Öte yandan seküler muhalefet İslamcıların sahip olduğu örgütsel alandan ve sosyal ağlardan mahrumdur. Tunus örneğinde görüldüğü üzere seküler muhalefetin sendikalarda (Tunus Genel İşçi Sendikası) örgütlenmesinin mümkün olduğu durumlarda halkla seküler hareket arasındaki bağın korunduğu ve İslamcı partilerle rekabet edebildikleri görülmektedir. Ancak Tunus örneği Orta Doğu geneli düşünüldüğünde istisnaidir.

Diğer ülkelerde bahsi geçen etkenlerin yanı sıra seküler partilerin stratejik hataları da halk desteğini kaybetmelerine neden olmuştur. İhvan’ın partileşme kararı daha önce bahsedildiği üzere seküler partilerin endişelerini artırmış ve iktidara yaklaşmalarını sağlamıştır. Güçlenen İslamcı harekete karşı rejimler de seküler partileri sistemde entegre etme veya devşirme yoluna gitmiştir. Çoğu ülkede siyasi katılımın sınırlı sayıdaki sadık seküler muhalefete açılması bu partilerin tıpkı rejimler gibi yolsuzlukla anılmasına neden olmuştur. İslamcı siyasetçilerin temiz ve dürüst siyasetle özdeşleşmiş (Esposito, 1999), seküler partiler seçmen gözünde otoriter iktidarla işbirliği hatta suç ortaklığı yapar hale gelirken, İslamcı partiler iktidarın gerçek anti-tezi, halkın organik liderleri olarak konumlanmıştır. Örneğin Fas’taki Adalet ve Kalkınma Partisi’nin tabanının genişlemesinde diğer İslamcı hareketlere göre merkeze yaklaşmasının yanı sıra seküler İstiklal ve Sosyalist Halk Güçleri Birliği’nin rejime yaklaşmasının da payı bulunmaktadır (Pellicer ve Wegner, 2015: 13).

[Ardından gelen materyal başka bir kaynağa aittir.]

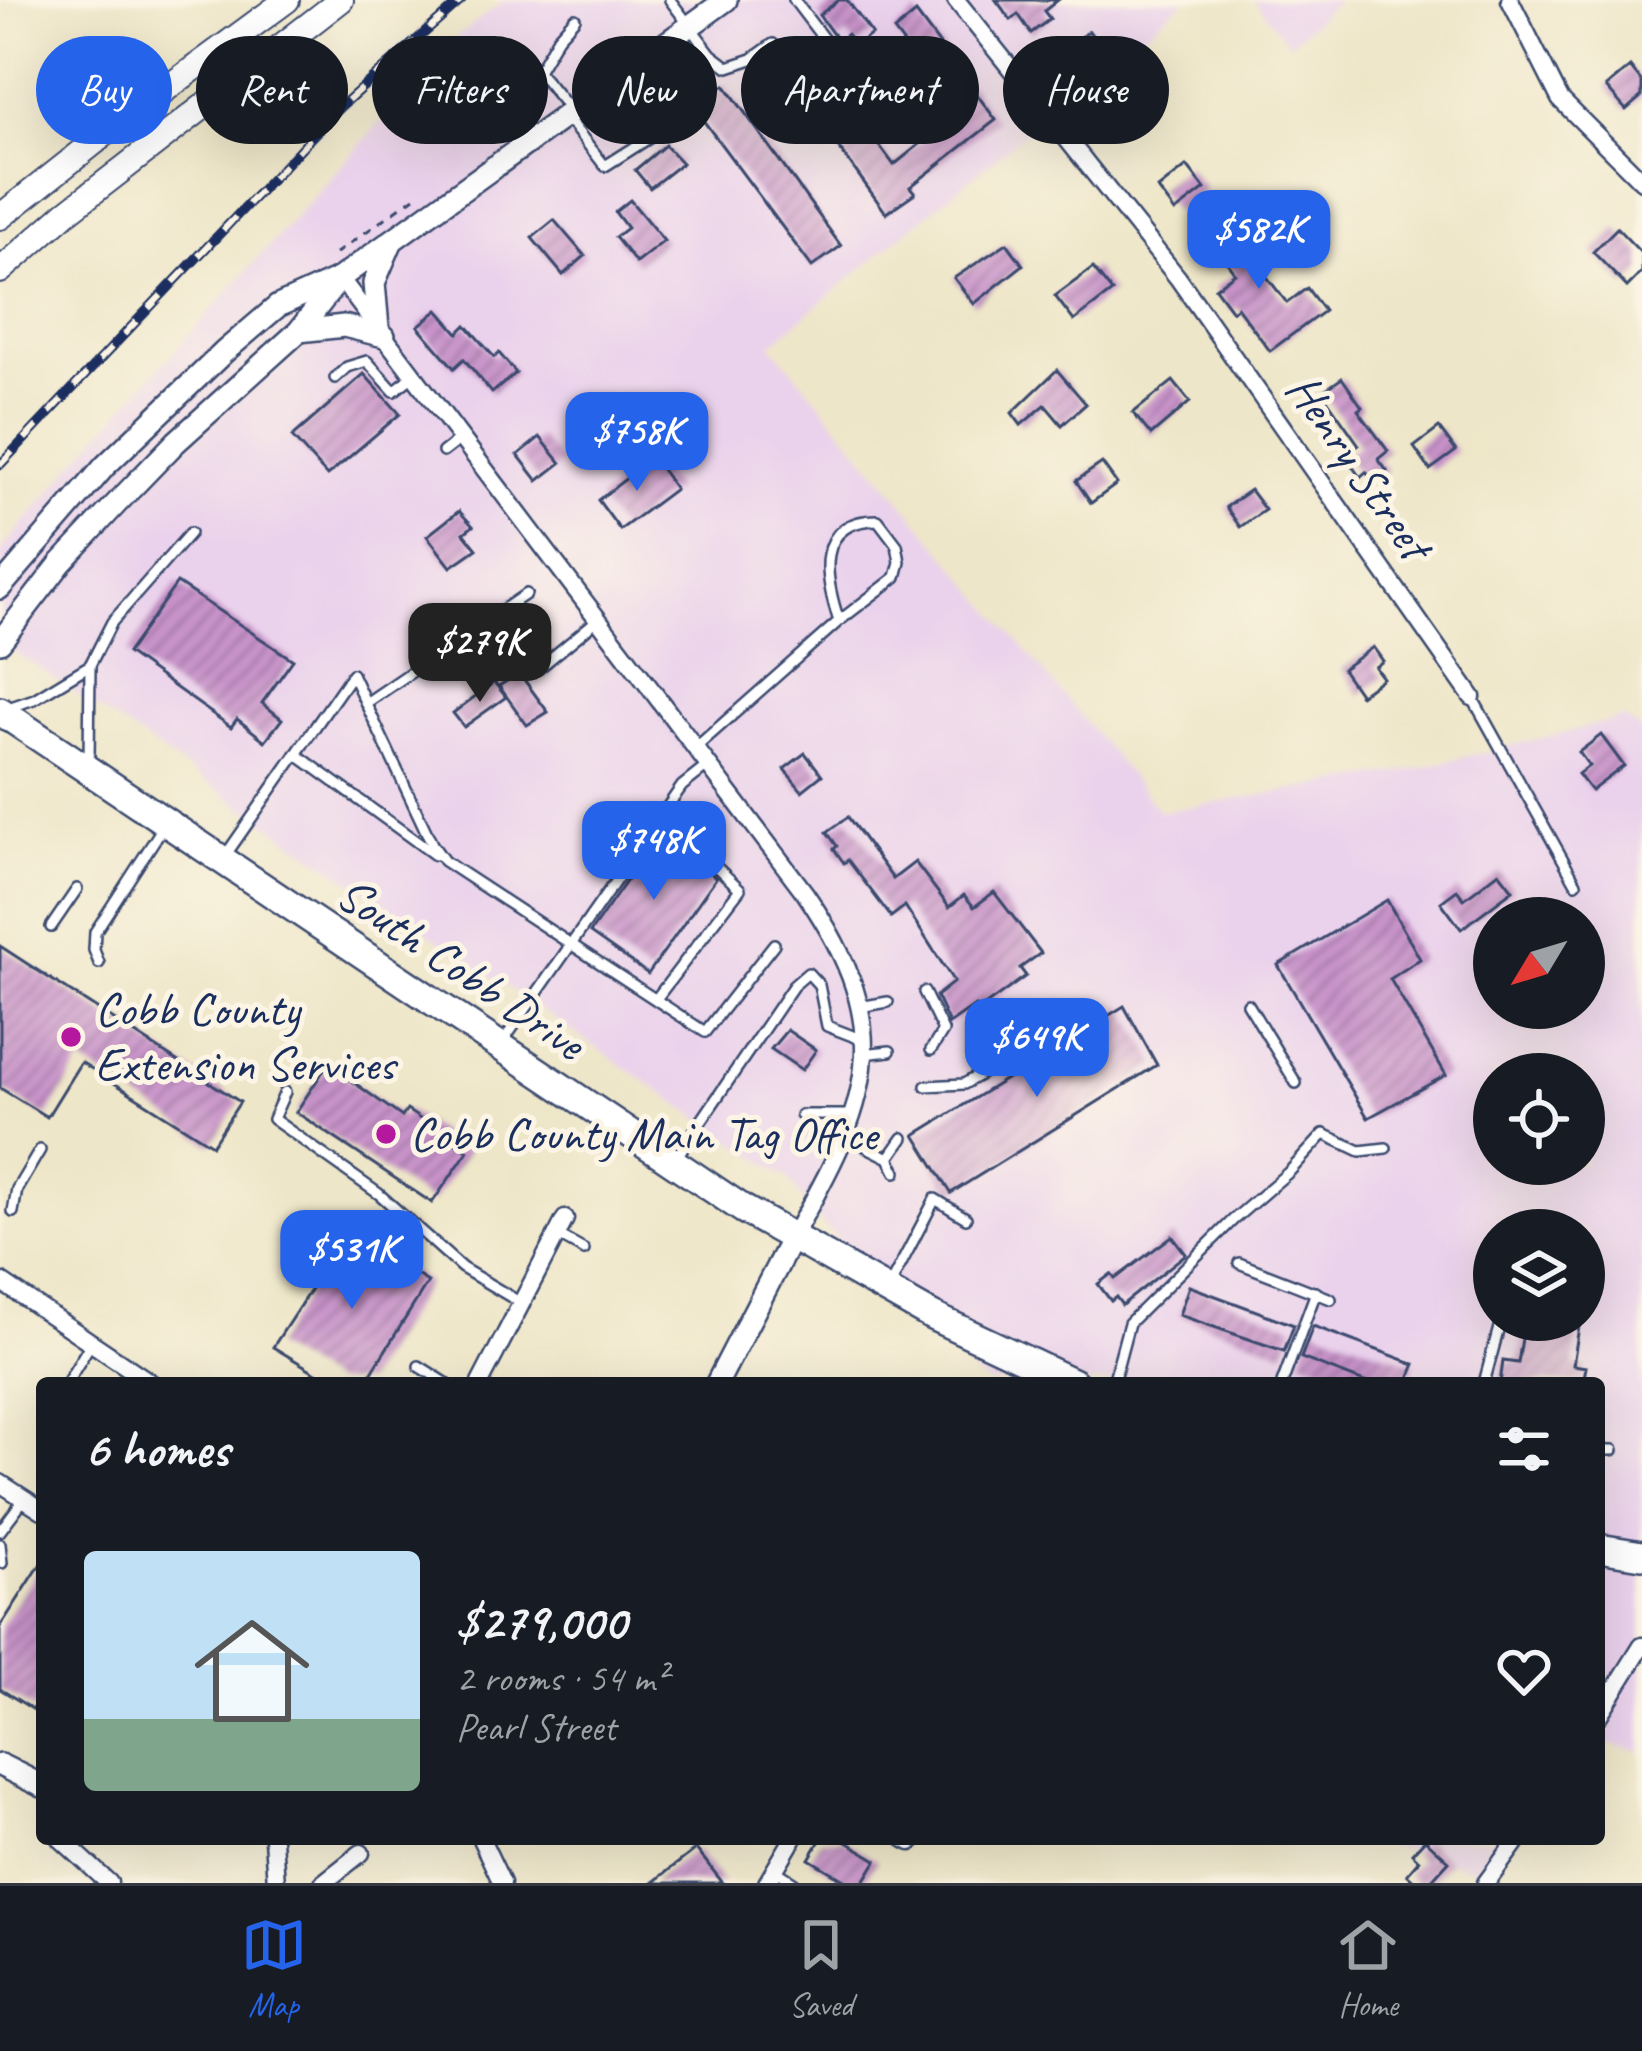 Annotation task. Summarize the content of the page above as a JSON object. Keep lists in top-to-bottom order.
{
  "streets": {
    "main road": ["South Cobb Drive"],
    "street": ["Henry Street"]
  },
  "places": ["Cobb County Extension Services", "Cobb County Main Tag Office"],
  "north": "bottom left",
  "page": {
    "chip": [
      "Buy",
      "Rent",
      "Filters",
      "New",
      "Apartment",
      "House"
    ],
    "price": [
      "$582K",
      "$758K",
      "$279K",
      "$748K",
      "$649K",
      "$531K"
    ],
    "heading": "6 homes",
    "list": [
      {
        "name": "$279,000",
        "note": "2 rooms · 54 m² · Pearl Street"
      }
    ],
    "tabs": ["Map", "Saved", "Home"]
  }
}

İslamcı partiler ideolojik ve programatik bakımdan da seküler partilere göre daha avantajlı bir durumdadır. Öncelikle bölgede dindarlık oranı genel itibariyle yüksektir. Dolayısıyla merkeze yönelen bir İslamcı partinin ortanın sağındaki seçmenden potansiyel olarak oy alması mümkündür, buna karşın seküler partilerin konjonktürel olarak zaman içinde iyice daralan sol siyaset alanını merkeze doğru genişletmesi daha zordur. Bu durumda parti sistemine yapılan dış müdahaleler ve seçimlerin sağlıksız oluşunun seçimlere katılım oranının düşürürken bir yandan da oy vermeye devam eden seçmenin parti sistemiyle ilgili yaşadığı hayal kırıklığı sonucunda bir seçimden ötekine oy tercihini değiştirmeye daha eğilimli hale gelmiş olmasının da payı vardır. Kaygan oyları almak isteyen İslamcı partilerin muhafazakar çizgiye daha yakın siyasi ve ekonomik programlar benimsenin temel nedenleri arasında bu kaygan seçmeni yakalama arayışının yattığı iddia edilebilir.

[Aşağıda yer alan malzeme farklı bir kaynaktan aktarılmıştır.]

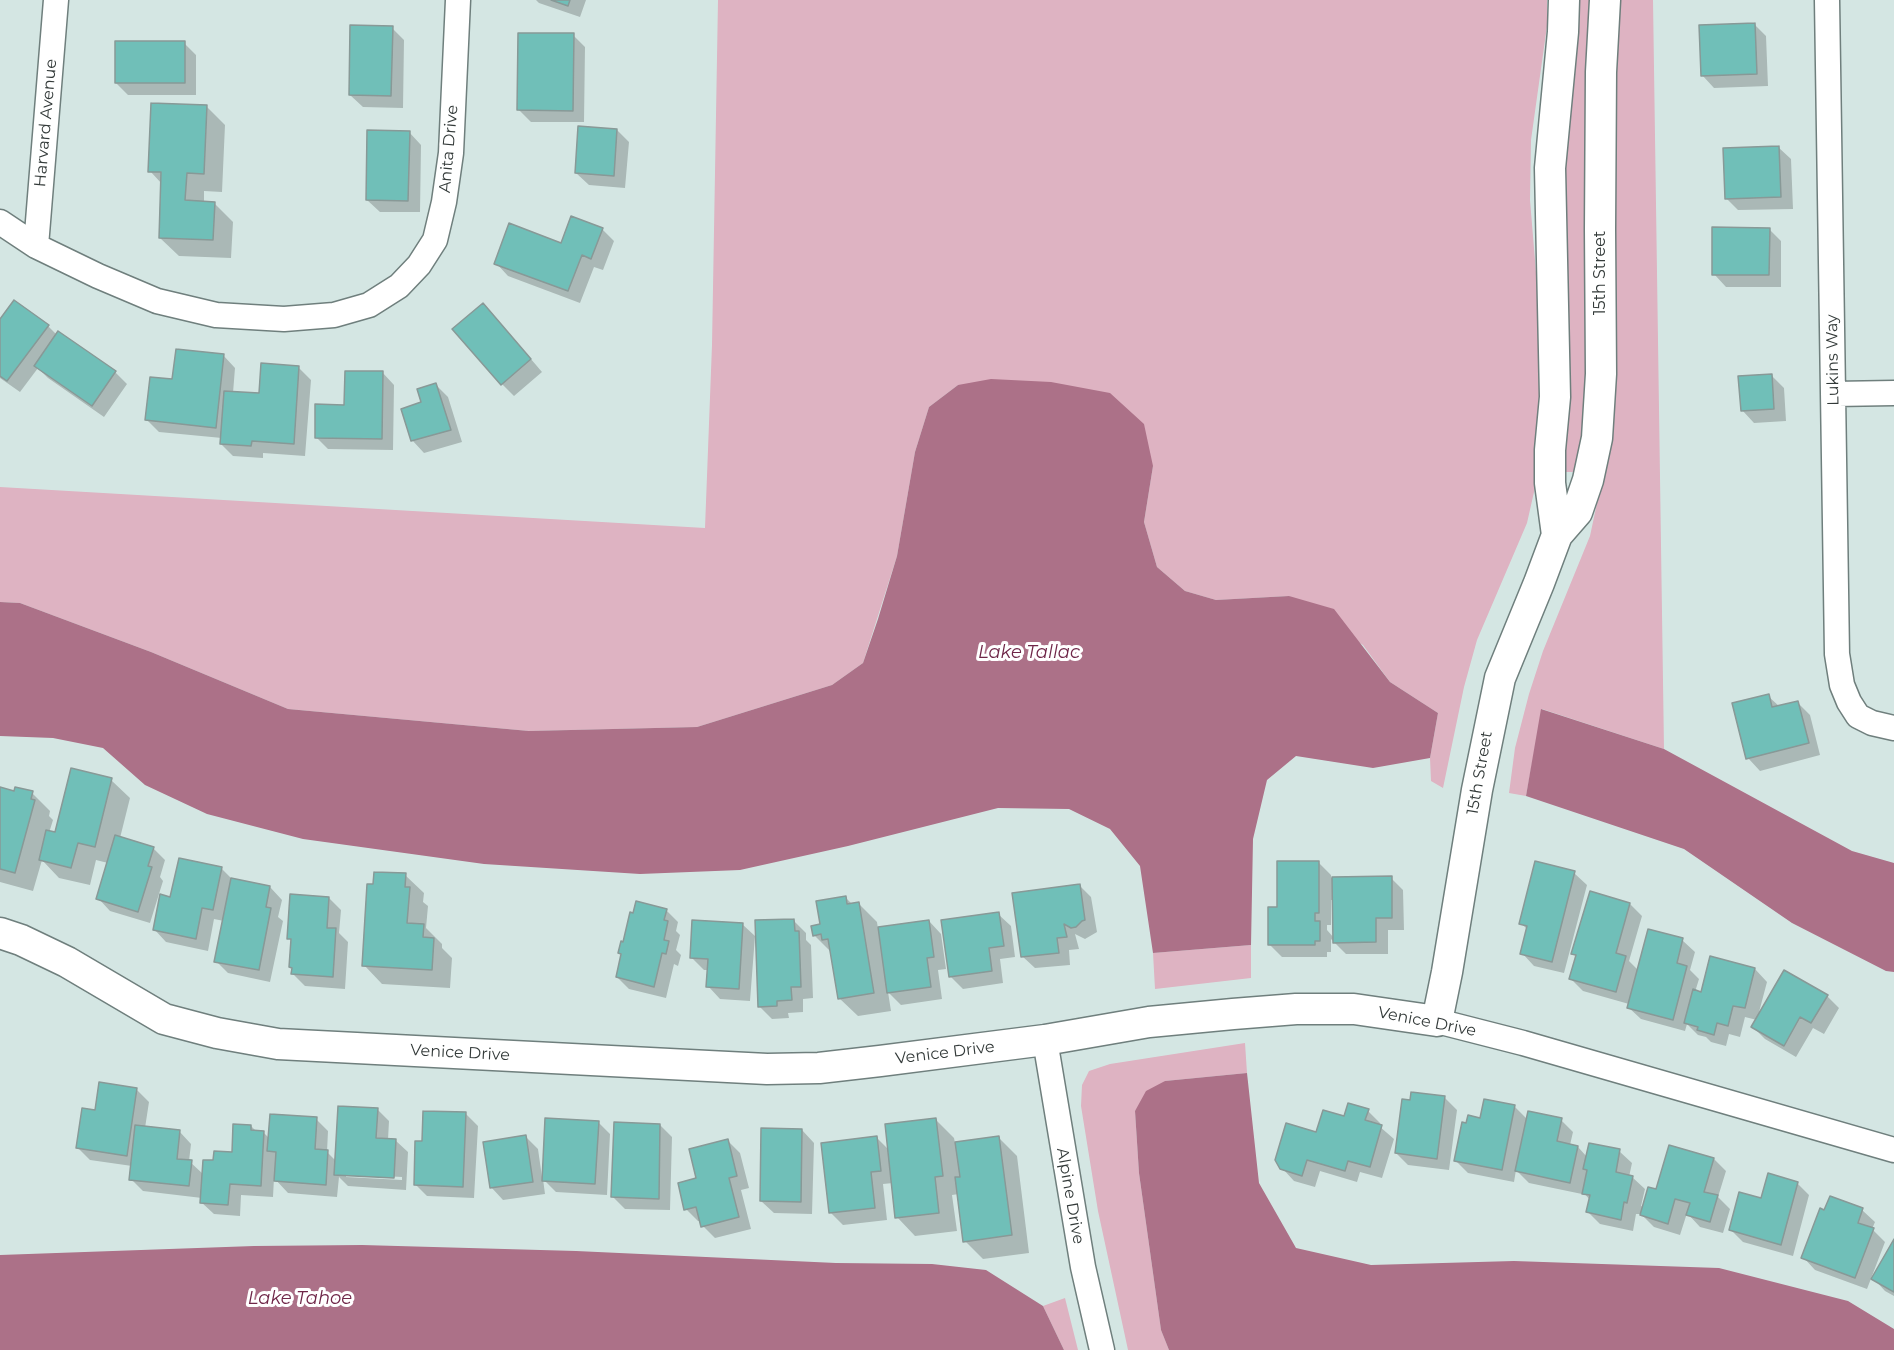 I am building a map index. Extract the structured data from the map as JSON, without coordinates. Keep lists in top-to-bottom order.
{
  "streets": {
    "street": [
      "Harvard Avenue",
      "Anita Drive",
      "15th Street",
      "Lukins Way",
      "Venice Drive",
      "Alpine Drive"
    ]
  },
  "crossings": [
    ["Harvard Avenue", "Anita Drive"],
    ["15th Street", "Venice Drive"],
    ["Venice Drive", "Alpine Drive"]
  ],
  "water": ["Lake Tallac", "Lake Tahoe"]
}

Hele de Müslüman toplumlardaki ortanca seçmenin ekonomik olarak liberal, siyasi ve sosyal olarak muhafazakar olduğu düşünüldüğünde oy kayganlığının görece düşük olduğu yerlerde bile İslamcı söylemin merkeze kayması beklenen bir eğilimdir (Kurzman ve Naqvi, 2010: 59). Dindarlığın yanı sıra sömürge geçmişi ve Soğuk Savaş politikaları nedeniyle Batı karşıtlığı yaygındır ve Batı kurumlarını olumlayan seküler partiler hem rejimle özdeşleşme tehlikesiyle karşı karşıya kalmış hem de anti-emperyalist söylemle Batı kökenli siyasi programlarını birleştirmeleri net mesaj vermelerini zorlaştırmıştır. Oysa İslamcı partilerin hem Batılı devletler hem de İsrail’le ilgili görüşleri çok daha net ve kendi içinde tutarlıdır (Tibi, 2002), seçmene daha çok hitap etmektedir. Bu platform üstünlüğü otoriter seçim sistemlerinde muhalefetin seçimlerde aday gösterebildiği durumlarda İslamcıların sekülerlere kıyasla üretilmiş çoğunluk sağlayabilmesini mümkün kılmaktadır. Çoğu ülkede seçim sistemi orantılılık ve temsiliyet yerine, istikrar ve iktidar partisinin alacağı oy oranından daha yüksek parlamenter güce sahip olmasını güvence altına alacak şekilde tasarlanmıştır. Çoğunluk esasına dayalı seçim sistemlerinin, özellikle Blok Oy sisteminin tercih edilmesi bu şekilde açıklanabilir. Ancak rejimlerin kendi iktidar partilerini güçlü tutmak için koyduğu seçim kanunları muhalefetin siyasi katılımının mümkün olduğu durumlarda daha net ve güçlü bir söyleme sahip İslamcı partileri diğer muhalif partilere göre seçmen desteğinin ötesinde bir güce kavuşmasını sağlamaktadır.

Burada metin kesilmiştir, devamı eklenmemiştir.